Arrhenius plots were obtained to calculate the activation energies of the enzymes and the effect of the drugs thereon. It indicated that, in the presence of Ondansetron, more energy was needed for the reaction to proceed, suggesting that binding of the drug to the enzymes will increase the activation energy. As a result, Vmax of the enzymes were calculated at different temperatures in order to generate Arrhenius plots. For AChE, Vmax increased from 25 to 30 kJ mol−1 in the presence of the drug (Fig. 9C) while for BChE the activation energy was 23 and 32 kJ mol−1 in the absence and presence of the drug respectively (Fig. 9D). Again, this supports the finding of Ondansetron binding stronger to BChE, as noted in Table 2.
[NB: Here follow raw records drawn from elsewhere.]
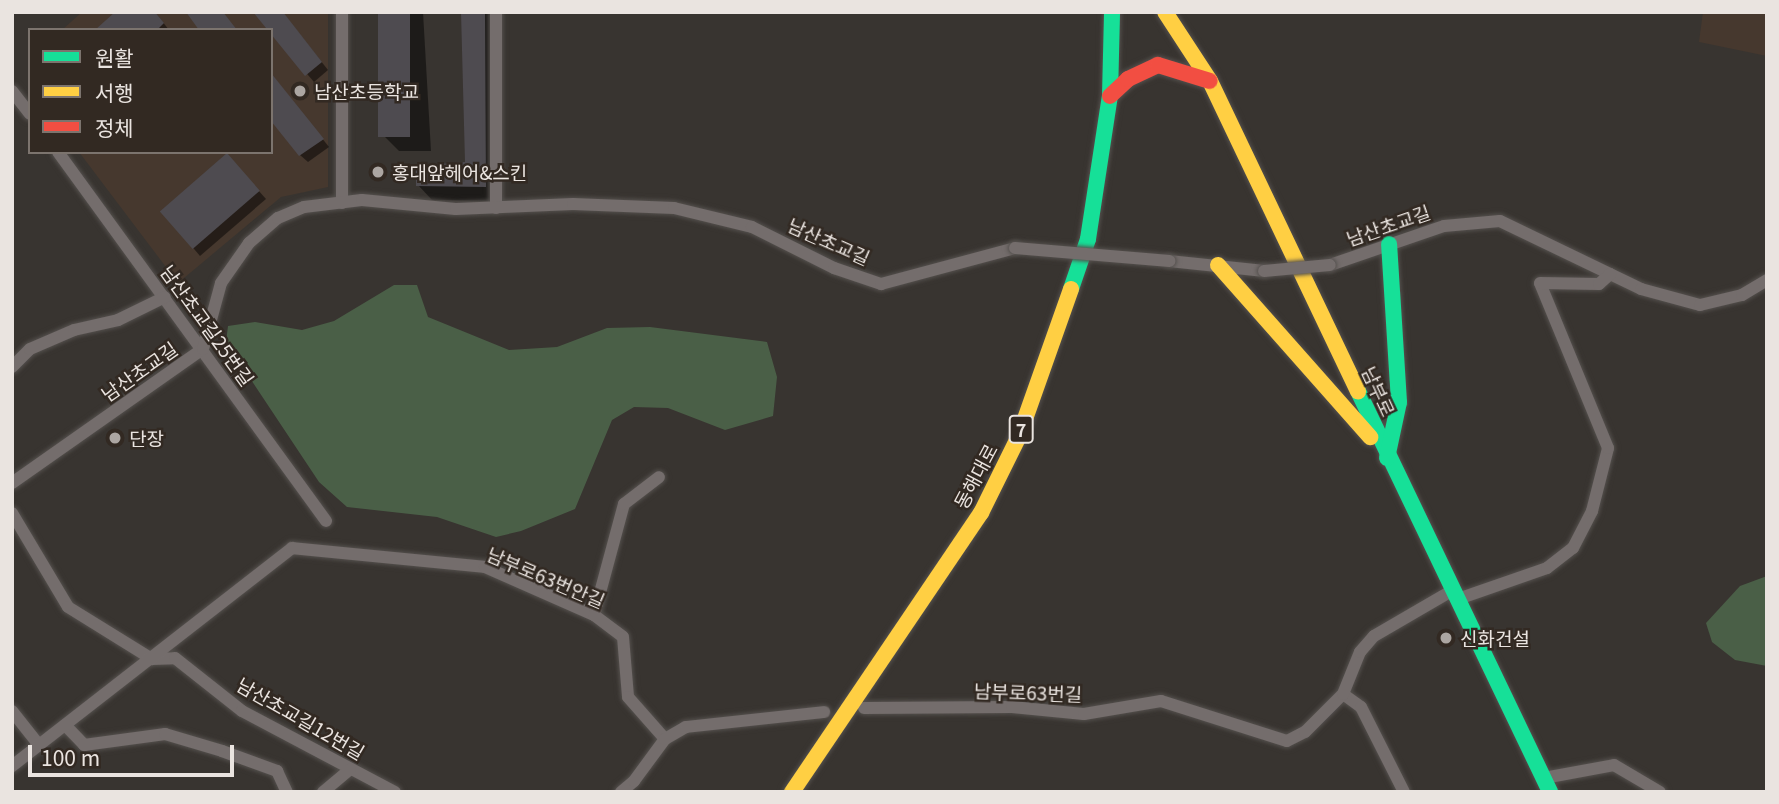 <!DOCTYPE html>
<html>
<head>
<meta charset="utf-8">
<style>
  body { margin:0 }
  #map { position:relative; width:1779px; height:804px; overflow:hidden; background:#383430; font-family:Georgia,"Noto Sans KR",serif }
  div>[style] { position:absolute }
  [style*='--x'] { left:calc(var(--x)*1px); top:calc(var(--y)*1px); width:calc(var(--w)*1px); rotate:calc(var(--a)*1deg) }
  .built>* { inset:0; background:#46382e }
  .green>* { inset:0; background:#4a5f47 }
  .shadow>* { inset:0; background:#0007 }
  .building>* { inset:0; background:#4e4b50; transform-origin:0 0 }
  .roads { filter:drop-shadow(0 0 2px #54504d) drop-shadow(0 0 2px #54504d) }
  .street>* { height:12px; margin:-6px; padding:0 6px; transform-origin:6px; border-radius:6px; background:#746d6c }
  .fast>* { height:16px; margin:-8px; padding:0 8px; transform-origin:8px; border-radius:8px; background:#16e098 }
  .slow>* { height:16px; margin:-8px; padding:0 8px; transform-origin:8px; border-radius:8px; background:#ffcf43 }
  .jam>* { height:16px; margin:-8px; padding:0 8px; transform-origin:8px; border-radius:8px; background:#f24e42 }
  .bridges { filter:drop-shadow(0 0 2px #54504d) drop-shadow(0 0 2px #54504d) }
  .street-bridge>* { height:12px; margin:-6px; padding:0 6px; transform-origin:6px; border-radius:6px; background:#746d6c }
  .dots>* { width:19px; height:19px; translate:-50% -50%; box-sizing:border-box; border:4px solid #322922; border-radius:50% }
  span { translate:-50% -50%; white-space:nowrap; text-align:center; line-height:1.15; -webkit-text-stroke:5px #322922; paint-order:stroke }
  .shield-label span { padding:2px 5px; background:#322922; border:2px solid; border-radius:5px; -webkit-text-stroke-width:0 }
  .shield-label { font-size:18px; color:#eae4e0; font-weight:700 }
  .poi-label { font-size:19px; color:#eae4e0 }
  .left { translate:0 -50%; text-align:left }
  .street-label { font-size:19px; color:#eae4e0 }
  .frame { position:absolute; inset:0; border:14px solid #eae4e0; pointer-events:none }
  .legend { position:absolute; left:28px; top:28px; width:245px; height:126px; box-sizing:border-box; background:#322922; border:2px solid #7c746e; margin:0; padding:9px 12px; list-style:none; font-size:21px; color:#eae4e0 }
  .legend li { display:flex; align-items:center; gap:14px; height:35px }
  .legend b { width:35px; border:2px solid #7c746e }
  .scale { position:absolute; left:28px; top:745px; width:206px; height:32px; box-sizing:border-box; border:4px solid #eae4e0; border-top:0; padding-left:9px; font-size:21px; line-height:24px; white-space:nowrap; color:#eae4e0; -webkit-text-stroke:5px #322922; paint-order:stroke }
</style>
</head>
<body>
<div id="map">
  <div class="built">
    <div style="clip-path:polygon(82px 12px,328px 12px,328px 187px,281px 197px,178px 283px,79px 152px,271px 152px,271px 30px,62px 30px)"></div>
    <div style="clip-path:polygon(1703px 12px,1767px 12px,1767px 56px,1699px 42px)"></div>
  </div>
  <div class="green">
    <div style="clip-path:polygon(394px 285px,417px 285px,428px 317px,509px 350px,557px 347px,607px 328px,650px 327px,767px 342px,777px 377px,773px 416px,725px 430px,668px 408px,634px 407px,612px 420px,575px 509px,521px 531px,496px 537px,437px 517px,347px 507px,319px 482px,226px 342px,228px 326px,255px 322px,302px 330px,334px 321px)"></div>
    <div style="clip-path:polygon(1767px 576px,1767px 666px,1735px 660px,1712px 642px,1706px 623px,1740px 586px)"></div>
  </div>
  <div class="shadow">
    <div style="clip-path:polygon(155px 12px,169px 30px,98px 30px)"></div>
    <div style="clip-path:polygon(282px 12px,328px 70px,314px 82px,271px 32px)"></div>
    <div style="clip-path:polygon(380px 12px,423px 12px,431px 151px,399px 151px,384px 136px)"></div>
    <div style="clip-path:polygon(463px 12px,499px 12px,500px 201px,432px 200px,418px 185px,467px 164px)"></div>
    <div style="clip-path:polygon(271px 74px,329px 147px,308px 162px,300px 155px)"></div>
    <div style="clip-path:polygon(234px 163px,266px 199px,200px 256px,162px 211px)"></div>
  </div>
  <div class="building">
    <div style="clip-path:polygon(115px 12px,155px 12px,164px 23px,157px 30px,95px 30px)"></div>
    <div style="clip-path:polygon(186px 12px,223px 12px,237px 30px,199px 30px)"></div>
    <div style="clip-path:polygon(253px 12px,283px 12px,322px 62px,305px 76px)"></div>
    <div style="left:378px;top:12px;width:32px;height:125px"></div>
    <div style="clip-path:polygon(461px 12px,485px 12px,486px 187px,416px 186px,416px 166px,465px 162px)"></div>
    <div style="clip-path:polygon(271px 73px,324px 139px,299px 156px,271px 121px)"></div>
    <div style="left:227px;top:153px;width:50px;height:89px;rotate:49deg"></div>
  </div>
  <div class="roads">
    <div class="street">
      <div style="--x:342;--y:12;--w:191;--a:90"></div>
      <div style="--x:496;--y:12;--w:196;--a:90"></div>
      <div style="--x:12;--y:91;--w:29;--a:52"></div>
      <div style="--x:58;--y:152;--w:456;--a:54"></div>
      <div style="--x:1169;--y:261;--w:96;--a:6"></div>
      <div style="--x:1330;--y:265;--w:120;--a:-18.9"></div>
      <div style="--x:1444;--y:226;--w:56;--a:-5.1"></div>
      <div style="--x:1500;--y:221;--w:157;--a:25.7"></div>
      <div style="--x:1641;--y:289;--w:61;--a:15.2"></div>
      <div style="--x:1700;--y:305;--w:43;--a:-13.4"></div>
      <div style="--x:1742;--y:295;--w:29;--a:-31"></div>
      <div style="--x:12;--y:367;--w:25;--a:-45"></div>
      <div style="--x:30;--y:349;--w:48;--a:-23.4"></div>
      <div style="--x:74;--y:330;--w:45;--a:-12.8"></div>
      <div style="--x:118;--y:320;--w:52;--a:-26.1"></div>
      <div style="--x:12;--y:483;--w:233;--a:-35.1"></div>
      <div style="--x:203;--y:349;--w:68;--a:-74.7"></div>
      <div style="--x:221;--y:283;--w:49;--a:-55"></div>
      <div style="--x:249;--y:243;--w:38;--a:-41"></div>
      <div style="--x:278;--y:218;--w:28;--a:-23"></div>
      <div style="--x:304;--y:207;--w:58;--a:-6.9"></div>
      <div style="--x:362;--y:200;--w:94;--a:5.5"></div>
      <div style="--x:456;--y:209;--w:117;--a:-2.4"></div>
      <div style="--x:573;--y:204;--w:101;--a:2.3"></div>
      <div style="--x:674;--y:208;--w:80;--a:13.7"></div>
      <div style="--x:752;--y:227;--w:92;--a:26.6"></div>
      <div style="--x:834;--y:268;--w:50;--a:18.8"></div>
      <div style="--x:881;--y:284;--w:139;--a:-15"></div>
      <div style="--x:12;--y:513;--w:109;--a:59.2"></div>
      <div style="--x:68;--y:607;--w:99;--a:31.8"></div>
      <div style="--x:152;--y:659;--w:23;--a:-2"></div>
      <div style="--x:175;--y:658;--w:85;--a:38.3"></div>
      <div style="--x:242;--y:711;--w:173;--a:27.9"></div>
      <div style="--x:1458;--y:599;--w:94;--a:-19.2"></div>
      <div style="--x:1547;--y:568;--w:33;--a:-38"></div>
      <div style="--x:1573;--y:548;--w:42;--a:-62.8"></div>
      <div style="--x:1592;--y:511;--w:65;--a:-75.7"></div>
      <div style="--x:1608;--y:448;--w:178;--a:-112.4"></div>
      <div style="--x:1540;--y:283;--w:59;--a:1"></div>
      <div style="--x:1599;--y:284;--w:15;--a:-42"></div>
      <div style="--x:594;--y:615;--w:115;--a:-74.9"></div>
      <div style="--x:624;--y:504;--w:44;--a:-37.6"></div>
      <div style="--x:1343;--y:694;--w:22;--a:36"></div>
      <div style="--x:1361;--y:707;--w:95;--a:63.2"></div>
      <div style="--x:864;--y:708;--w:148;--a:-0.4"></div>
      <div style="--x:1012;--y:707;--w:72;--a:5.6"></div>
      <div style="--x:1084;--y:714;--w:78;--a:-9.6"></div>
      <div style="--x:1161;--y:701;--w:132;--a:17.6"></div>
      <div style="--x:1287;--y:741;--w:20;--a:-27"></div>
      <div style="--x:1305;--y:732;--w:54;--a:-45"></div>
      <div style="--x:1343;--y:694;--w:45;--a:-68"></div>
      <div style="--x:1360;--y:652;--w:21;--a:-49"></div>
      <div style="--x:1374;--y:636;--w:91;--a:-30.2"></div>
      <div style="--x:12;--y:711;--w:43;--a:51.5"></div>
      <div style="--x:65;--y:725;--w:28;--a:46"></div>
      <div style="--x:84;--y:745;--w:82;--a:-7.7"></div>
      <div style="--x:165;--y:734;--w:59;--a:16.6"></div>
      <div style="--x:222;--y:751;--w:59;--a:20"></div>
      <div style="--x:277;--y:771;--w:23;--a:65"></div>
      <div style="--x:12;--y:766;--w:355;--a:-37.9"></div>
      <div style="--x:292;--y:548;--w:194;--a:5.6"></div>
      <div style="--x:485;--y:567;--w:119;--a:23.8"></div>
      <div style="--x:594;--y:615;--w:36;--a:37"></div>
      <div style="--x:623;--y:637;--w:60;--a:85.2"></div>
      <div style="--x:628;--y:697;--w:56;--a:48.6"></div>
      <div style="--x:1544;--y:778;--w:71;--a:-10.5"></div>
      <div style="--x:1614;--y:765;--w:53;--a:30.4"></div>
      <div style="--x:323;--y:792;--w:35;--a:-40"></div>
      <div style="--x:621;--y:792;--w:17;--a:-40"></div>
      <div style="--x:634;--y:781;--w:52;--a:-53.6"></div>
      <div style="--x:665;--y:739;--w:24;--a:-30"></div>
      <div style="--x:686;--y:727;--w:139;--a:-6.2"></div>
    </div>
    <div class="fast">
      <div style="--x:1071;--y:289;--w:53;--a:-71.2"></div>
      <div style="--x:1088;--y:239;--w:145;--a:-81.3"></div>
      <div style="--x:1110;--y:96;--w:84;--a:-88.6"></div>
      <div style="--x:1358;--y:391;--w:445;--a:64.4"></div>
      <div style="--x:1387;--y:458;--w:57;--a:-77.9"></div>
      <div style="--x:1399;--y:402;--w:158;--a:-93.6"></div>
    </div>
    <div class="slow">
      <div style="--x:1165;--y:12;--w:82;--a:56.9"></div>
      <div style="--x:1210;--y:81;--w:344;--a:64.5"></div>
      <div style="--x:1218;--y:265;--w:230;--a:48.5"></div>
      <div style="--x:792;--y:792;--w:337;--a:-55.9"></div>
      <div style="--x:981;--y:513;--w:86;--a:-63.7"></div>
      <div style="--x:1019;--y:436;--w:156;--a:-70.5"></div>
    </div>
    <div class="jam">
      <div style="--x:1110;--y:96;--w:25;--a:-43"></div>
      <div style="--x:1128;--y:79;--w:33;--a:-25"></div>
      <div style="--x:1158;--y:65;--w:54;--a:17.1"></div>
    </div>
  </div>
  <div class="bridges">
    <div class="street-bridge">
      <div style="--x:1015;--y:248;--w:155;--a:4.8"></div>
      <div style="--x:1264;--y:271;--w:66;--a:-5.2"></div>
    </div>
  </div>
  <div class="dots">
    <div style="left:300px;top:91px;background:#aca6a2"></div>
    <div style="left:378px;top:172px;background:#aca6a2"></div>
    <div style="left:115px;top:438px;background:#aca6a2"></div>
    <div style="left:1446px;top:638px;background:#aca6a2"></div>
  </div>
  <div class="shield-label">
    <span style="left:1021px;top:429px">7</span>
  </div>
  <div class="poi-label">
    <span class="left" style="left:314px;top:91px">남산초등학교</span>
    <span class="left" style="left:392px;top:172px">홍대앞헤어&amp;스킨</span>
    <span class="left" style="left:129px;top:438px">단장</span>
    <span class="left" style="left:1460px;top:638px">신화건설</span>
  </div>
  <div class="street-label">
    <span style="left:1388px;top:225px;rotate:-19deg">남산초교길</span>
    <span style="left:829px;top:241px;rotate:24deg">남산초교길</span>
    <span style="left:208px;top:325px;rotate:54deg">남산초교길25번길</span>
    <span style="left:139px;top:371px;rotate:-35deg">남산초교길</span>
    <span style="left:1379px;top:391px;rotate:65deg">남부로</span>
    <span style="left:975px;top:476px;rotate:-62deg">동해대로</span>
    <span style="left:546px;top:577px;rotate:23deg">남부로63번안길</span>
    <span style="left:1028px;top:692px;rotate:2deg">남부로63번길</span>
    <span style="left:301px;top:718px;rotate:30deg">남산초교길12번길</span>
  </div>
  <div class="frame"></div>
  <ul class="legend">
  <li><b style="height:9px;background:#16e098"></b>원활</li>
  <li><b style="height:9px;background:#ffcf43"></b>서행</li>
  <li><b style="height:9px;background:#f24e42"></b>정체</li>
  </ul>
  <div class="scale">100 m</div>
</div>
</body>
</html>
Ondansetron has herein for the first time been investigated as a potent inhibitor for cholinesterase proteins. In the current study, computational modelling and experimental studies were carried out to explore structural properties and binding mechanisms of the compound. Our observations suggest that it can inhibit the enzyme activity by interaction with residues near or in the active site of the enzymes, in non-competitive or mixed inhibition manners for AChE and BChE, respectively. Analyses of MD simulations revealed that Ondansetron is a stable ligand in both enzymes, and binds with higher affinity in comparison with Rivastigmine. We also carried out different experimental studies by calculating the type of inhibition and Ki values from Lineweaver–Burk plots that fully confirm the data from the in silico modeling. The effect of binding to AChE and BChE were investigated, that show that our target has stronger inhibitory activity towards BChE than AChE (IC50: 2.5 µM and 33 µM, respectively). However, in relation to the two FDA approved drugs Rivastigmine and Tacrine, and considering the serious side effects such as hepatotoxicity for Tacrine, we herein propose that Ondansetron may be a potential repurposed candidate drug to reduce or block cholinesterase activity. Further experimental studies (in vitro and in vivo) would be required to verify the pharmacological relevance of the observed cholinesterase inhibition by Ondansetron.